I believe we can seize this future together because we are not as divided as our politics suggests. We’re not as cynical as the pundits believe. We are greater than the sum of our individual ambitions, and we remain more than a collection of red states and blue states. We are and forever will be the United States of America.
President
Barack Obama, Victory Speech, 7 November 2012
Is Obama right?
I’m convinced that he is and have supported his position many times and in many
ways with respect to my focus on global competitiveness and how best to
accelerate and to improve the American innovation ecosystem. But such
activities to enhance our competitive advantage do not take place in a vacuum
and are inextricably a part of the warp and woof of the overall American
experience and the polarized political climate that we are now experiencing.
Neglecting that condition is not a prescription for success.
So how divided
are we?
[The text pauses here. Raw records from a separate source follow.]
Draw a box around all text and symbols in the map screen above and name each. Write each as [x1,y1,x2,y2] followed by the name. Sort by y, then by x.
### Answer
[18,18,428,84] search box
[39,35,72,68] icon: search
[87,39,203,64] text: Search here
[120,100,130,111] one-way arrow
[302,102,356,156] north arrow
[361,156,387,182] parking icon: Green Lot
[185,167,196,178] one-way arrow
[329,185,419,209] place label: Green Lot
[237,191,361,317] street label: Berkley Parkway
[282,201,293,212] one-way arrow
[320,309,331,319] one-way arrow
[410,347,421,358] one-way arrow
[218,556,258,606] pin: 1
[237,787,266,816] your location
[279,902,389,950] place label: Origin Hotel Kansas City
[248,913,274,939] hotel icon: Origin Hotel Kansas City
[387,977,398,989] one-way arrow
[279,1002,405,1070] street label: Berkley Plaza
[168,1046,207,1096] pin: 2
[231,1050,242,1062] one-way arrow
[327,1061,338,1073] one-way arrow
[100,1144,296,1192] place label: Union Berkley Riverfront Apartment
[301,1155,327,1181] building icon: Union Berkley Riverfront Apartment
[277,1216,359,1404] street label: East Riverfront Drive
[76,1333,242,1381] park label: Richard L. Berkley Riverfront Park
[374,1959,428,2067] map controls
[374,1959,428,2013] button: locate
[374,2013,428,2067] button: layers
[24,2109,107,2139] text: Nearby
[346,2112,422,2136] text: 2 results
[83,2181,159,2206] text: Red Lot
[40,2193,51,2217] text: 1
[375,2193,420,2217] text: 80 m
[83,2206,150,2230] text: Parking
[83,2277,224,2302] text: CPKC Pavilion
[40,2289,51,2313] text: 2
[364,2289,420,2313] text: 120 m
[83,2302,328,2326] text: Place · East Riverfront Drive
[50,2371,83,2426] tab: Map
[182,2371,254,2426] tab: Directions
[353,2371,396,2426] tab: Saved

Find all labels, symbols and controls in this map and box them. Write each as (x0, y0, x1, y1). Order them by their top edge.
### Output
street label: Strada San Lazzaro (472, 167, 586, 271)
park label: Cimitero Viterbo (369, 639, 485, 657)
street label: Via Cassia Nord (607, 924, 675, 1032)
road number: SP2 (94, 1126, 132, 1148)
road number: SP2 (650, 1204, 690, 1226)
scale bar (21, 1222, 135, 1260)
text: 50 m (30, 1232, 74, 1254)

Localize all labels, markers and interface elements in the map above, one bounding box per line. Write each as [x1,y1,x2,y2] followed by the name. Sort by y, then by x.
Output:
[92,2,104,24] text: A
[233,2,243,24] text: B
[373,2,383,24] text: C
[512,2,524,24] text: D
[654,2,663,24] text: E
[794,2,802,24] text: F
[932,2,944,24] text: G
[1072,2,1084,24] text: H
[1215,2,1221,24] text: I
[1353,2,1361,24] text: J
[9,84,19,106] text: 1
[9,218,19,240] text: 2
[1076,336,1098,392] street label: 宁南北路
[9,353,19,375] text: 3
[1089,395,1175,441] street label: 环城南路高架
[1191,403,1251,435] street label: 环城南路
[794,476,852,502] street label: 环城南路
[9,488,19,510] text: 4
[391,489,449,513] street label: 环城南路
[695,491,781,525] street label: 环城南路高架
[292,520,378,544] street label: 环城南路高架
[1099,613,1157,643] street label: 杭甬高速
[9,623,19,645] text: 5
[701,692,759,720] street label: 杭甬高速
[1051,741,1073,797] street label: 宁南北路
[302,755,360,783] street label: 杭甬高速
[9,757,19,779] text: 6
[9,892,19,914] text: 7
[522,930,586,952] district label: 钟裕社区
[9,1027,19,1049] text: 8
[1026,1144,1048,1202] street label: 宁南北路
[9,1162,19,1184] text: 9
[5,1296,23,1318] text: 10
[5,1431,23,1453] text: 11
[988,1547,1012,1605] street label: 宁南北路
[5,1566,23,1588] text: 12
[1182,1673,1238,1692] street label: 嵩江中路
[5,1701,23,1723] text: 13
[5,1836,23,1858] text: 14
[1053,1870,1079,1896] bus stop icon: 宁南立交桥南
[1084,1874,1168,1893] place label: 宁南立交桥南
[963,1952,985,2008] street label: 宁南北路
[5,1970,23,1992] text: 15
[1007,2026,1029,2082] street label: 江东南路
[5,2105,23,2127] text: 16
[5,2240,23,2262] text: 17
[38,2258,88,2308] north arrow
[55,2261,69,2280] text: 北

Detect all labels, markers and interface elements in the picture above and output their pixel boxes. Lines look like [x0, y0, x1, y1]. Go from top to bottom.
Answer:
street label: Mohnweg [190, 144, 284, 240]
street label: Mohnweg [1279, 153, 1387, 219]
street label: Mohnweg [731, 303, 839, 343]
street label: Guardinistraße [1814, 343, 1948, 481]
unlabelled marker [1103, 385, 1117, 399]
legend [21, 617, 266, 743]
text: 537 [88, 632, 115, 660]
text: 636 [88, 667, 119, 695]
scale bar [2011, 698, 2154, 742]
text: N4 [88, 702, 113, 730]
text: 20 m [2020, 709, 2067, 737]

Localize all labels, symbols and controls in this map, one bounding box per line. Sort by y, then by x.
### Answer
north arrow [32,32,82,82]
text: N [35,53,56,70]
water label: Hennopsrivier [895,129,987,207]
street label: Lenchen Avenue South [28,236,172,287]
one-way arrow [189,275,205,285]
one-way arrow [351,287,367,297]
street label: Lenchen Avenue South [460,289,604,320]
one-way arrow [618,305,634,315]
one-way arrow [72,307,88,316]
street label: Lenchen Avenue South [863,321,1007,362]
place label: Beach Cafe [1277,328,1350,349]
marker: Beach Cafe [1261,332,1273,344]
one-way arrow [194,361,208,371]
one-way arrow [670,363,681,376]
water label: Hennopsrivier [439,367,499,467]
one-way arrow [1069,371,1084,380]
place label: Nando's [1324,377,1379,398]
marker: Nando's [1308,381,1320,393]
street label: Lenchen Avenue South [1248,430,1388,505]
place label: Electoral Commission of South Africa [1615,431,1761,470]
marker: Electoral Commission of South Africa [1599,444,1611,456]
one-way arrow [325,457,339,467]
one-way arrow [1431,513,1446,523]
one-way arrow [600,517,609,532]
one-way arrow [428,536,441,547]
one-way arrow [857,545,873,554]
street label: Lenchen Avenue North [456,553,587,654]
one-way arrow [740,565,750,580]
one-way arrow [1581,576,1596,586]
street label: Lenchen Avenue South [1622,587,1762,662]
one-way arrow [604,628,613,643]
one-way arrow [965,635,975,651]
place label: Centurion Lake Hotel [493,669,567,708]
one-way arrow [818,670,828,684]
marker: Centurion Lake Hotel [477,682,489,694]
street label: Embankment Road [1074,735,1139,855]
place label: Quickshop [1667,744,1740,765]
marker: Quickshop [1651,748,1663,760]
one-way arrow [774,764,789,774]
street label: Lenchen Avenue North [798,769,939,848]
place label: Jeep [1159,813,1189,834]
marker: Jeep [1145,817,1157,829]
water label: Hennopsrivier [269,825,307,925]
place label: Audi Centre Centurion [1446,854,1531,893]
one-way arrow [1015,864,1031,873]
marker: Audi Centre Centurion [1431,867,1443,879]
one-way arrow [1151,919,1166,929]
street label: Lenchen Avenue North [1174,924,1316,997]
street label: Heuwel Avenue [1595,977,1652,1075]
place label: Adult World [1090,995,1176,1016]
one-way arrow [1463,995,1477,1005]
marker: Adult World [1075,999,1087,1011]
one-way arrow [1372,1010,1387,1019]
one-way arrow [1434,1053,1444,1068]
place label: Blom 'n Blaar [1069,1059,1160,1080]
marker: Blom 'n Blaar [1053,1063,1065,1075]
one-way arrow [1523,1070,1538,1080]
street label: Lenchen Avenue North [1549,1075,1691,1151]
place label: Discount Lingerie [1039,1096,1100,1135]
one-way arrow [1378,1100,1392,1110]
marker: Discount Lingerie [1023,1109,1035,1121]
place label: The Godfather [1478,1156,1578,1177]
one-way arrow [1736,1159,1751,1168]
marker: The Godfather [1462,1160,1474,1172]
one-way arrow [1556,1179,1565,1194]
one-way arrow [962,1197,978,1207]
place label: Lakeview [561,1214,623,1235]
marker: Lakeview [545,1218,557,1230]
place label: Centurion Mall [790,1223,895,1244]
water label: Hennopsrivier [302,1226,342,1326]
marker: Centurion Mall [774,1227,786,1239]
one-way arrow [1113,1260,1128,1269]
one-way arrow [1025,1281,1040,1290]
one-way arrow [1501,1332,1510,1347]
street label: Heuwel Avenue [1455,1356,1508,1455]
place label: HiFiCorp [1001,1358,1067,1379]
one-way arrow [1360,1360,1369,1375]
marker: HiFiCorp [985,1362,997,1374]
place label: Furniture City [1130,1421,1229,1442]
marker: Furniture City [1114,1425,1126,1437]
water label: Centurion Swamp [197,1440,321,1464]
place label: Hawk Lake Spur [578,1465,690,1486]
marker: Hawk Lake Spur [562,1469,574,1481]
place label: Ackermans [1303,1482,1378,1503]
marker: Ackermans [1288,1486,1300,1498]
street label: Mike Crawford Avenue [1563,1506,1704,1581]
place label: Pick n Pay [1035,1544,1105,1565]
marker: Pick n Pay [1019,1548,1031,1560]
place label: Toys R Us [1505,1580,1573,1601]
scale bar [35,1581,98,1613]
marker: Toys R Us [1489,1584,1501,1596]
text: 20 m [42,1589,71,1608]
Is there no room to clarify and to redefine in more suitable language a
contextual framework for compromise based on principles that most of us agree
upon across the political spectrum? And just what are those principles?
It’s not rocket
science to find the principles by our founding fathers! I begin with the
Declaration of Independence.
We hold these truths to be self-evident, that all men are created equal, that they are endowed by their Creator with certain unalienable Rights, that among these are Life, Liberty, and the pursuit of Happiness.
The Declaration
further proclaims the need to create government and a system to secure these
rights, or stated in more modern terms, government has a responsible role to
play in our lives. That need led eventually to the adoption of the Constitution
of the United States whose famous preamble clearly states why we have a United
States of America.
We, the People of the United States, in Order to form a more perfect Union, establish Justice, insure domestic Tranquility, provide for the common defense, promote the general Welfare, and secure the Blessings of Liberty to ourselves and our Posterity, do ordain and establish this Constitution for the United States of America.
That sounds like
six straightforward principles to me. But then, how is it that our Supreme
Court determined that a company is a person? And exactly when does “personhood”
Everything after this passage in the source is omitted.